■ TASK STATEMENT ■
Please give back, word for word, only the lines starting at the one containing "665px,1576px 683px,1527px 715px,1521px" and ending at the one containing "826px,1306px 841px,1299px 847px,1294px" within the material below.

■ GIVEN INFORMATION ■

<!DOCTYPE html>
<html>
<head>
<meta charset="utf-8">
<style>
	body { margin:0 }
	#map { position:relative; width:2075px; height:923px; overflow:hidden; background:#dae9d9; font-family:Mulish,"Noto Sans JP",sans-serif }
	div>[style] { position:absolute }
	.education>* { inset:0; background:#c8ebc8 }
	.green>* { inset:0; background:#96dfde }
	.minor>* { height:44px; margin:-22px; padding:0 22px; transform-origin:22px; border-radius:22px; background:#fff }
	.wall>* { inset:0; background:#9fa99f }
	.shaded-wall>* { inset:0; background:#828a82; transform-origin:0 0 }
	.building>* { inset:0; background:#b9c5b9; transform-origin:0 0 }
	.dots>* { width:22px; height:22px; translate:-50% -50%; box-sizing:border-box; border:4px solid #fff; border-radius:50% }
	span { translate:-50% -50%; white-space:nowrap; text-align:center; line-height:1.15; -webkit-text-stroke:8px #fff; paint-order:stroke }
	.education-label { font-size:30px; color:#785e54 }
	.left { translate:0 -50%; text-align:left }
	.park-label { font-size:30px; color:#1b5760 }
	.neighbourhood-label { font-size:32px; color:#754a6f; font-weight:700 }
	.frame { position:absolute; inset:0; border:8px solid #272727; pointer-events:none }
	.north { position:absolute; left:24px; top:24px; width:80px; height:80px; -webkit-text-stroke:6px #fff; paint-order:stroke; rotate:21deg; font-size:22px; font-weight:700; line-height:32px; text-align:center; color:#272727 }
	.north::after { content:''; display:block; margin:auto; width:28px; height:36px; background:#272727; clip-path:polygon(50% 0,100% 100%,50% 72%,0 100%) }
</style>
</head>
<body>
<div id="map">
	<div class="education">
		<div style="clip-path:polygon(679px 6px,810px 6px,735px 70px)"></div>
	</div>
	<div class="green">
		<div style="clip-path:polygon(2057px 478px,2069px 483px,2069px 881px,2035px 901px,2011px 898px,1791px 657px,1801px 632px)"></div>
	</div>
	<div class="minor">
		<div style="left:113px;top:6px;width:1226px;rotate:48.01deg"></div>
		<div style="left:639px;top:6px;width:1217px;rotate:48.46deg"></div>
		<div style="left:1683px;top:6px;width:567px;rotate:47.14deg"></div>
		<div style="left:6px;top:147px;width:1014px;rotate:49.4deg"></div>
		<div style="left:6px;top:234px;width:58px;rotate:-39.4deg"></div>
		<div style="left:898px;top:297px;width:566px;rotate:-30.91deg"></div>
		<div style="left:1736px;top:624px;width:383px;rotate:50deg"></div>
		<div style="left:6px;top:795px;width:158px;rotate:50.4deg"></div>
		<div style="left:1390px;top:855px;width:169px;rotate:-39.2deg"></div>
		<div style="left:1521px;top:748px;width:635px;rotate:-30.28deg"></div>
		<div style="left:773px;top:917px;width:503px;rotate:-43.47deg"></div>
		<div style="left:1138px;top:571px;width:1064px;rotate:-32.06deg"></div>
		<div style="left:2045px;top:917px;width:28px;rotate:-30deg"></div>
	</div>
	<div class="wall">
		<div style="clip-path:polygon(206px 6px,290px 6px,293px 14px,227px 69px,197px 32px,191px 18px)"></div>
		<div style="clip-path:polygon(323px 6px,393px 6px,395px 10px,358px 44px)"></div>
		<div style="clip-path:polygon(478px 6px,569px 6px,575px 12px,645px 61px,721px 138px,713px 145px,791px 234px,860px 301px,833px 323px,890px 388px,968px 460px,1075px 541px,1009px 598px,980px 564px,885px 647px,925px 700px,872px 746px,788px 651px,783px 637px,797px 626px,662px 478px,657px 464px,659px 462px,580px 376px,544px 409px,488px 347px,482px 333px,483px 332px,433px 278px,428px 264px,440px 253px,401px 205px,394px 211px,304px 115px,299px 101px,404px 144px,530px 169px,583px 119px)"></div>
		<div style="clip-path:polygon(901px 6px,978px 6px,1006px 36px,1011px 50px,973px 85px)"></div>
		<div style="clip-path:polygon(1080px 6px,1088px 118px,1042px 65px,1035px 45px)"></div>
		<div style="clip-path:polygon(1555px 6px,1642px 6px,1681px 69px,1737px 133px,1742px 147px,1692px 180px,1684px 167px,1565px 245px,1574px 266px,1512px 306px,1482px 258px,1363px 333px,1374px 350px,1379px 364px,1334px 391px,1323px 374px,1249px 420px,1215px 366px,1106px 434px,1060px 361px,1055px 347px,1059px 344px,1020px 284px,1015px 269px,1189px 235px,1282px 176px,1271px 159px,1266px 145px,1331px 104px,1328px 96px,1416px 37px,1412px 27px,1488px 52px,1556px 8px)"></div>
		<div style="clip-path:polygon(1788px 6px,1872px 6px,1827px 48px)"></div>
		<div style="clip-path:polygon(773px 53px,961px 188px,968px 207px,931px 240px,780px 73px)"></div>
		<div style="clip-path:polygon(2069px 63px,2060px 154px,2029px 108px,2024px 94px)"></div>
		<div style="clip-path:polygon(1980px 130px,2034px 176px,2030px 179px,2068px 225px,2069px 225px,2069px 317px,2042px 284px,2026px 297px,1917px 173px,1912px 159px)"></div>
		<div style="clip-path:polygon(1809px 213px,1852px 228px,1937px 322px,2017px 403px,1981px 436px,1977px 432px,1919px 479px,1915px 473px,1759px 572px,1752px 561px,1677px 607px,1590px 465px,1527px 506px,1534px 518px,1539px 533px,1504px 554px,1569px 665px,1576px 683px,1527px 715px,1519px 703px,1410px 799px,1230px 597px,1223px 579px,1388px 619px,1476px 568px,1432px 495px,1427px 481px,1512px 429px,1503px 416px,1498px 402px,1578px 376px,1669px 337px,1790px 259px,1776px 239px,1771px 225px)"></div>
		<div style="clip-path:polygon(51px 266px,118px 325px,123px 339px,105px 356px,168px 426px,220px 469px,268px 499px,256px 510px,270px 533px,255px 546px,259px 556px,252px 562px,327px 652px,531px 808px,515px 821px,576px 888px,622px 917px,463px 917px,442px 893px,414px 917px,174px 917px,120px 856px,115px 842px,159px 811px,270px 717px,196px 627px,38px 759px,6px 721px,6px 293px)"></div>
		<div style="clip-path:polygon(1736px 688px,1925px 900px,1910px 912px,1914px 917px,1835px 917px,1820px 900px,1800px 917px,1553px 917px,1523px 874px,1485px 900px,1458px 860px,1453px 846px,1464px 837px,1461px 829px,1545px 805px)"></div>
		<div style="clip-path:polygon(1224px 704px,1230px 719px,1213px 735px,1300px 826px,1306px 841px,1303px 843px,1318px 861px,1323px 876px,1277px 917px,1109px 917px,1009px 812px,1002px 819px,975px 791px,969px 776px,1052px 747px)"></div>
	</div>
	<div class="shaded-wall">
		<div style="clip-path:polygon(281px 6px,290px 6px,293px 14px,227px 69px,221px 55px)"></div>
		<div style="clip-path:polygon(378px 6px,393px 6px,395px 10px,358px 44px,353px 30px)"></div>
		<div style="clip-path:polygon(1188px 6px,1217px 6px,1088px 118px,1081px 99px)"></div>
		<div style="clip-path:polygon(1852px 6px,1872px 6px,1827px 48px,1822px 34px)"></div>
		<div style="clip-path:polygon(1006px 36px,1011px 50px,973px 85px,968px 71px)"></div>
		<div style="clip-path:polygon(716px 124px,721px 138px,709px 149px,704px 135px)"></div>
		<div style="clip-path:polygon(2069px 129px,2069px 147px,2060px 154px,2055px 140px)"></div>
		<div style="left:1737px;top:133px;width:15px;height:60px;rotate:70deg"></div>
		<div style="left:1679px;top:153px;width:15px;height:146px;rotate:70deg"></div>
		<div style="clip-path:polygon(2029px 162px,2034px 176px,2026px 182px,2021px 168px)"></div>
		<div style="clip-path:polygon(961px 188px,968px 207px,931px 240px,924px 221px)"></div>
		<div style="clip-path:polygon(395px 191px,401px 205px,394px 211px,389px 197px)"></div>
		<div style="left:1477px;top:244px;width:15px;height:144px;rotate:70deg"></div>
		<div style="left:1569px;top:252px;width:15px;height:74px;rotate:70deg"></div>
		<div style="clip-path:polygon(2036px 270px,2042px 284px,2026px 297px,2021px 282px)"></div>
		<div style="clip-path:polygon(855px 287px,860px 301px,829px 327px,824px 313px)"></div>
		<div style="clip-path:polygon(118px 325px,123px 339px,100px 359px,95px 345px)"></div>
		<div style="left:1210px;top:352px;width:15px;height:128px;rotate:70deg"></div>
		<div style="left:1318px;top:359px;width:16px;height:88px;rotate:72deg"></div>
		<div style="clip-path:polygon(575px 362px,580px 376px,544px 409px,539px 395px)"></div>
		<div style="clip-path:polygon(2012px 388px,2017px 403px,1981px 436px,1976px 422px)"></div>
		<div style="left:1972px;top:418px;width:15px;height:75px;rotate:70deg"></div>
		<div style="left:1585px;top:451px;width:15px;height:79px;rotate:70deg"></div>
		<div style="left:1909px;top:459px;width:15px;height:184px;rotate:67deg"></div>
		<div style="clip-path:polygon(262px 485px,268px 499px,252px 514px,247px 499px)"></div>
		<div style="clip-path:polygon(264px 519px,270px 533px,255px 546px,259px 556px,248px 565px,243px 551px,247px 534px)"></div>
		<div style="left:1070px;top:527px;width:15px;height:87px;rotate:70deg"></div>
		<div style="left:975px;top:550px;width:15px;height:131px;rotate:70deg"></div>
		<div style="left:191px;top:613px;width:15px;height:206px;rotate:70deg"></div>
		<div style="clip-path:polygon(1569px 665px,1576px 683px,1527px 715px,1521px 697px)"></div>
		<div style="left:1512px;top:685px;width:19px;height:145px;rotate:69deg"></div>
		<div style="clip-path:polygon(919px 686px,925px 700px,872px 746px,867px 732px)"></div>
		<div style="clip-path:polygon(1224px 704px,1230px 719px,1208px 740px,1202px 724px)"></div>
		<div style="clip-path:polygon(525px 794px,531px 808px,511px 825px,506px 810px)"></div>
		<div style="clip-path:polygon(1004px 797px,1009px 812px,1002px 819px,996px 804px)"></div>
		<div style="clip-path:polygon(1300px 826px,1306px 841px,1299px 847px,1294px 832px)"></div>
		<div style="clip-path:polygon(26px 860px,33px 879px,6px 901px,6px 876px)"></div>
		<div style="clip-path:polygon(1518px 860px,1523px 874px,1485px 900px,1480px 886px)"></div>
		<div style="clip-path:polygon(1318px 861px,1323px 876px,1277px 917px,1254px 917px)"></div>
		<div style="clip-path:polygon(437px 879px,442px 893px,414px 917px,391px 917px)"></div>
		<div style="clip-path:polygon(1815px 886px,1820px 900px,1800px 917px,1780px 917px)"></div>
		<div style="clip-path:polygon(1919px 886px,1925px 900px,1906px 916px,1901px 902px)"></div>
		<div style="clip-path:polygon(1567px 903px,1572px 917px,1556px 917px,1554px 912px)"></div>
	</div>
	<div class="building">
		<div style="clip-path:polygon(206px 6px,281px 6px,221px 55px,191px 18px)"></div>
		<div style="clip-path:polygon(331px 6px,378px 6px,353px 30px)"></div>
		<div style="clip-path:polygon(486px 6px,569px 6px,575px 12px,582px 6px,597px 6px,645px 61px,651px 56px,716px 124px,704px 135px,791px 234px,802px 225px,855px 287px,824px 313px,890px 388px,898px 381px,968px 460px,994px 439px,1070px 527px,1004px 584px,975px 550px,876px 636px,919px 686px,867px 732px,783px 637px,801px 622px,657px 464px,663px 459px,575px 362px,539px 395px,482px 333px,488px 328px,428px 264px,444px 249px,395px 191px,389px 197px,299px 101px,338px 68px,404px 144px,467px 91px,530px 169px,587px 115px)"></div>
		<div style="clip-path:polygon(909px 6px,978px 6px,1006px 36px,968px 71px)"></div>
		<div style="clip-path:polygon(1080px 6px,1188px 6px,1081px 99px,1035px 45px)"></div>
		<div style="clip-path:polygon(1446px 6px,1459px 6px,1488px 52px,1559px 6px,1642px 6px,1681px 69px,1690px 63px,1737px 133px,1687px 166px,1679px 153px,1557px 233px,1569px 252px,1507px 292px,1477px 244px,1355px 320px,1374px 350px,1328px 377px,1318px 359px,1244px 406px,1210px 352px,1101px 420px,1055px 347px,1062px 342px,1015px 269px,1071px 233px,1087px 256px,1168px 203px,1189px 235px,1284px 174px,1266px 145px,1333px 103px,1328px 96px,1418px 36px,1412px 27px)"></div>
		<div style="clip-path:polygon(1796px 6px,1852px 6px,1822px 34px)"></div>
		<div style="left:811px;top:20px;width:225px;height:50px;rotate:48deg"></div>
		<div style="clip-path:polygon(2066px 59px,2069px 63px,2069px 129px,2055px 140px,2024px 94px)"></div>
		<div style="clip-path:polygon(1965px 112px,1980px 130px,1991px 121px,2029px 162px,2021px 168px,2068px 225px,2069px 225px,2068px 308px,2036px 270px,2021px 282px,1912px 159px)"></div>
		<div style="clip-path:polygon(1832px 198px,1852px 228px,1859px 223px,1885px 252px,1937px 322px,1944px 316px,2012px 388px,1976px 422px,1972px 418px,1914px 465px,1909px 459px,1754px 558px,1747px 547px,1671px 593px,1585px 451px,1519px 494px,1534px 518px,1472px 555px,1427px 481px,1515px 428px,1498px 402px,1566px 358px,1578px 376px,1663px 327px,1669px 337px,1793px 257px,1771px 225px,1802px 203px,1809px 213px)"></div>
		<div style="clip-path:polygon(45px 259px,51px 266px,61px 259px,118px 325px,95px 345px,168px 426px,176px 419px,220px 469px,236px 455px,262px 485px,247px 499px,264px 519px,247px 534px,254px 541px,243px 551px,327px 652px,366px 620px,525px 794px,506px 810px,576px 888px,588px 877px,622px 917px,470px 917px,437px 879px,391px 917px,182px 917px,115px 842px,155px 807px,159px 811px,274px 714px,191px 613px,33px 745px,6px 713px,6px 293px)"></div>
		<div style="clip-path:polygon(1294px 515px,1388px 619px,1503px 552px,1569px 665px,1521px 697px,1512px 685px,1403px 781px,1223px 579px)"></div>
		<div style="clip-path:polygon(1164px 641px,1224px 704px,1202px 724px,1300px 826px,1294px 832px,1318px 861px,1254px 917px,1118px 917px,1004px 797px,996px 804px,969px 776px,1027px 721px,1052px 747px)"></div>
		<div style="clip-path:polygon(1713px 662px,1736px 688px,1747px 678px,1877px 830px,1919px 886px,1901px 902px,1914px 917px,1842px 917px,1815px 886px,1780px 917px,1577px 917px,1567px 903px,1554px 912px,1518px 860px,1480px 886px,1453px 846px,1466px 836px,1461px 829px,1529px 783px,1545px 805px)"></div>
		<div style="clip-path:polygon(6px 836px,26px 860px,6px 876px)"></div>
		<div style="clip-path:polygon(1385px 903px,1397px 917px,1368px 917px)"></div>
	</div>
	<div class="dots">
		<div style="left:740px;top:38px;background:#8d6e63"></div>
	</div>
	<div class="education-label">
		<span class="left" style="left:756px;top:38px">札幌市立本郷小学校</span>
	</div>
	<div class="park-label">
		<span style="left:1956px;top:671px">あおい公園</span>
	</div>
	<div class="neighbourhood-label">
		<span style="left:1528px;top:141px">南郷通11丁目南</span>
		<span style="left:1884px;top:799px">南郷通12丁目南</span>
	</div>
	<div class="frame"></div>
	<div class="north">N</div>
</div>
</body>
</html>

■ ANSWER TO THIS EXERCISE ■
		<div style="clip-path:polygon(1569px 665px,1576px 683px,1527px 715px,1521px 697px)"></div>
		<div style="left:1512px;top:685px;width:19px;height:145px;rotate:69deg"></div>
		<div style="clip-path:polygon(919px 686px,925px 700px,872px 746px,867px 732px)"></div>
		<div style="clip-path:polygon(1224px 704px,1230px 719px,1208px 740px,1202px 724px)"></div>
		<div style="clip-path:polygon(525px 794px,531px 808px,511px 825px,506px 810px)"></div>
		<div style="clip-path:polygon(1004px 797px,1009px 812px,1002px 819px,996px 804px)"></div>
		<div style="clip-path:polygon(1300px 826px,1306px 841px,1299px 847px,1294px 832px)"></div>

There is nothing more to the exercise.